Mental health services in Nottingham, which treated the killer Valdo Calocane, were “not always humane or dignified” in their treatment of patients, the health watchdog has said.

A Care Quality Commission report into the trust’s leadership found that its management still “requires improvement” and detailed 16 “invalid detentions” under the Mental Health Act over the past 12 months.

The mental health trust was involved in the care of Calocane, a paranoid schizophrenic who killed Barnaby Webber, Grace O’Malley-Kumar and Ian Coates in Nottingham in June 2023. Calocane had no contact with services at the trust for the nine months before the attack. The events leading up to the killings will be examined in a public inquiry next month.

In a joint statement, the families of the victims said that they had “lost all confidence” that the trust would change on its own, adding that “further disasters are inevitable” due to the standards of care there.

The latest report described bosses at the trust with no “proactive or strategic appetite” to implement its recommendations from 2022 regarding patients in “dormitory” style accommodation. It also highlighted signs of a “blame culture” among workers, with staff also reporting racism and harassment in the workplace.

Ifti Majid, the chief executive of the trust, who has announced that he will retire next summer, said that “significant improvements” had been made since the CQC’s last inspection but he “fully appreciated” that there was more to do.
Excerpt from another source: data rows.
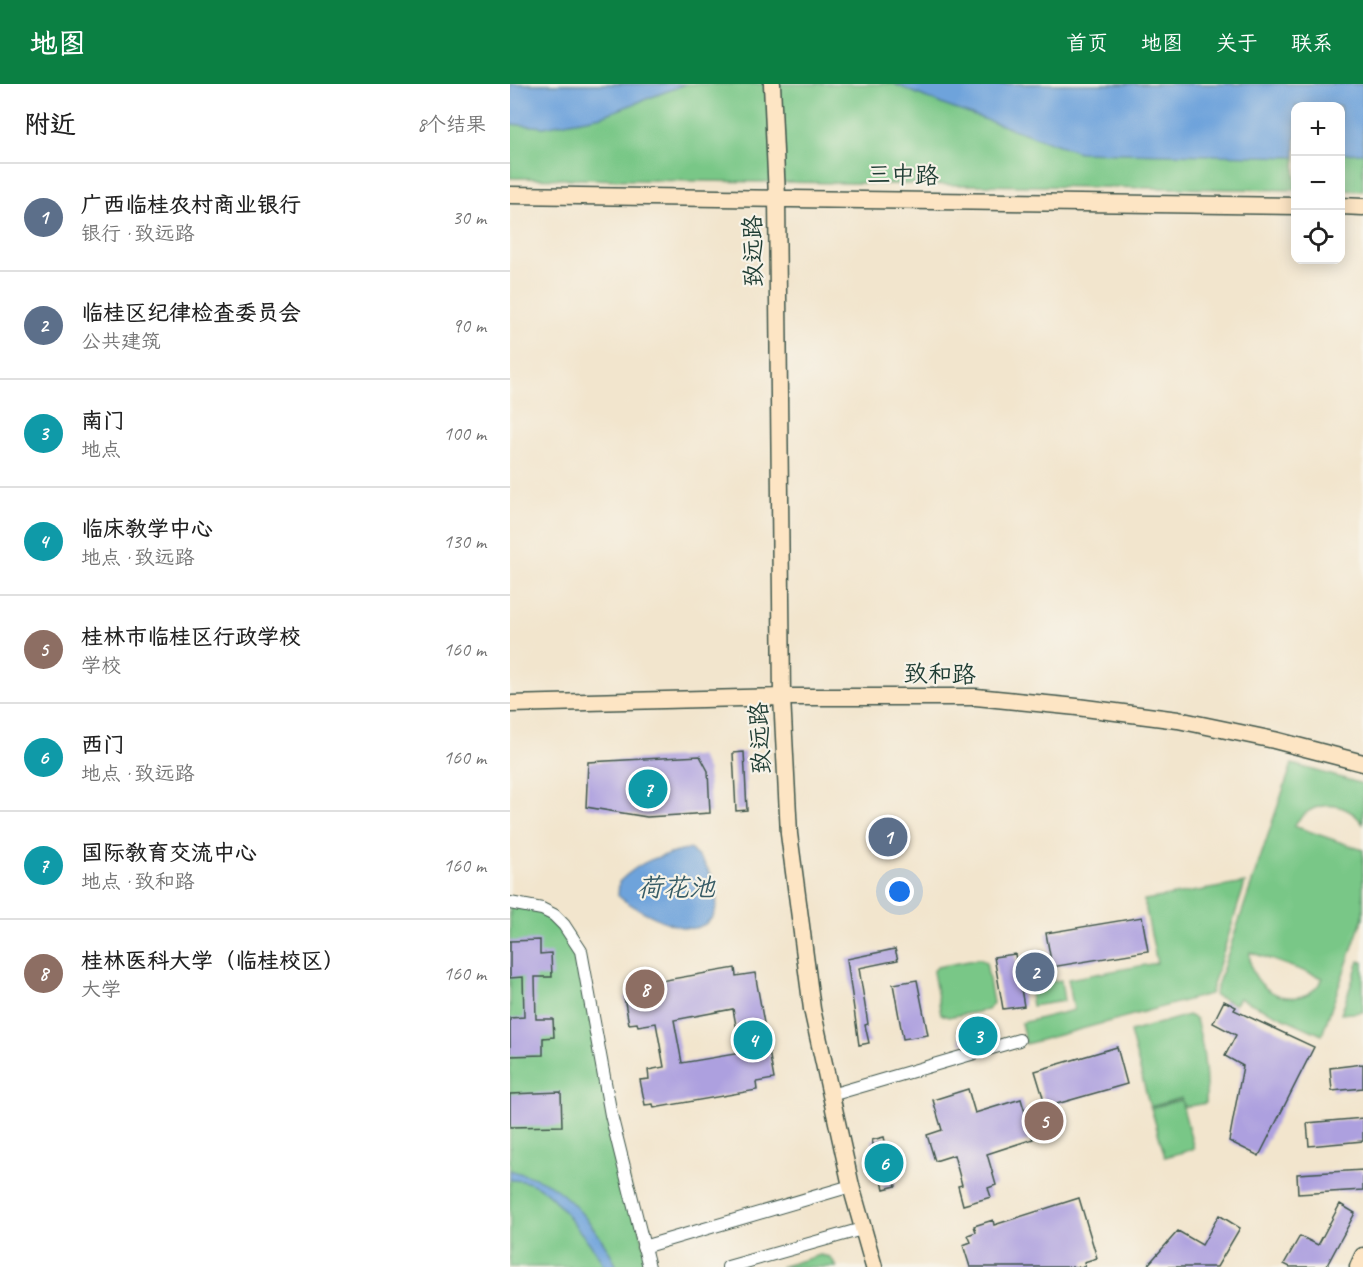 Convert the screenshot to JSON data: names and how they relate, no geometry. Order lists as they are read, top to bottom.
{
  "streets": {
    "main road": ["三中路", "致远路", "致和路"]
  },
  "crossings": [
    ["三中路", "致远路"],
    ["致远路", "致和路"]
  ],
  "water": ["荷花池"],
  "page": {
    "header": "地图",
    "nav": [
      "首页",
      "地图",
      "关于",
      "联系"
    ],
    "heading": ["附近", "8个结果"],
    "map_buttons": ["+", "−"],
    "list": [
      {
        "mark": "1",
        "name": "广西临桂农村商业银行",
        "note": "银行 · 致远路",
        "value": "30 m"
      },
      {
        "mark": "2",
        "name": "临桂区纪律检查委员会",
        "note": "公共建筑",
        "value": "90 m"
      },
      {
        "mark": "3",
        "name": "南门",
        "note": "地点",
        "value": "100 m"
      },
      {
        "mark": "4",
        "name": "临床教学中心",
        "note": "地点 · 致远路",
        "value": "130 m"
      },
      {
        "mark": "5",
        "name": "桂林市临桂区行政学校",
        "note": "学校",
        "value": "160 m"
      },
      {
        "mark": "6",
        "name": "西门",
        "note": "地点 · 致远路",
        "value": "160 m"
      },
      {
        "mark": "7",
        "name": "国际教育交流中心",
        "note": "地点 · 致和路",
        "value": "160 m"
      },
      {
        "mark": "8",
        "name": "桂林医科大学（临桂校区）",
        "note": "大学",
        "value": "160 m"
      }
    ],
    "pins": [
      "7",
      "1",
      "2",
      "8",
      "3",
      "4",
      "5",
      "6"
    ]
  }
}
Ifti Majid, Chief Executive of Nottinghamshire Healthcare NHS Foundation Trust, smiling.

Ifti Majid, chief executive of the trust

The report also found a “lack of oversight” regarding the Mental Health Act, which should be supervised by hospital leaders. “There was poor practice in maintaining dignity, upholding human rights and ensuring the least restrictive actions were delivered,” the report said. “For those people who lived in those environments, we found these were not always humane, dignified or gave high-quality care.”

In a joint statement, the families of the victims said: “This report confirms what families have feared for far too long: this Trust is not safe and should be placed into special measures immediately. Patients in Nottinghamshire continue to be put at risk, and families cannot accept another day of inaction.

“Despite years of warnings, a national tragedy, and an extraordinary 39 inspections in just 15 months, the Trust’s leadership and board have shown themselves unable or unwilling to deliver meaningful change. The systems, oversight and culture needed to keep people safe are still not in place.

“Families have lost all confidence that this Trust will learn on its own. If it is allowed to continue unchanged, there is a real fear that further harm, and further disasters are inevitable. This is no longer about improvement plans or assurances. It is about urgent intervention, accountability at the highest level, and protecting lives.”

The CQC has ordered Nottingham Healthcare to make “immediate and widespread improvements” to services and requested an action plan on how changes will be made.

Majid said: “We are committed to providing high-quality, effective and safe care to those people who need it most. External inspections are an important way of helping us learn and to make the improvements that are needed. We accept the CQC’s findings and recognise where improvement is needed. We have already made significant improvements since the CQC’s last inspection but fully appreciate there is still more to do. We will be addressing all areas identified in the report.”

He added that no services were rated inadequate overall and that positive feedback on interactions with staff was noted. Majid added that a Mental Health Act Committee had been established, which would learn from any invalid detentions made under the act.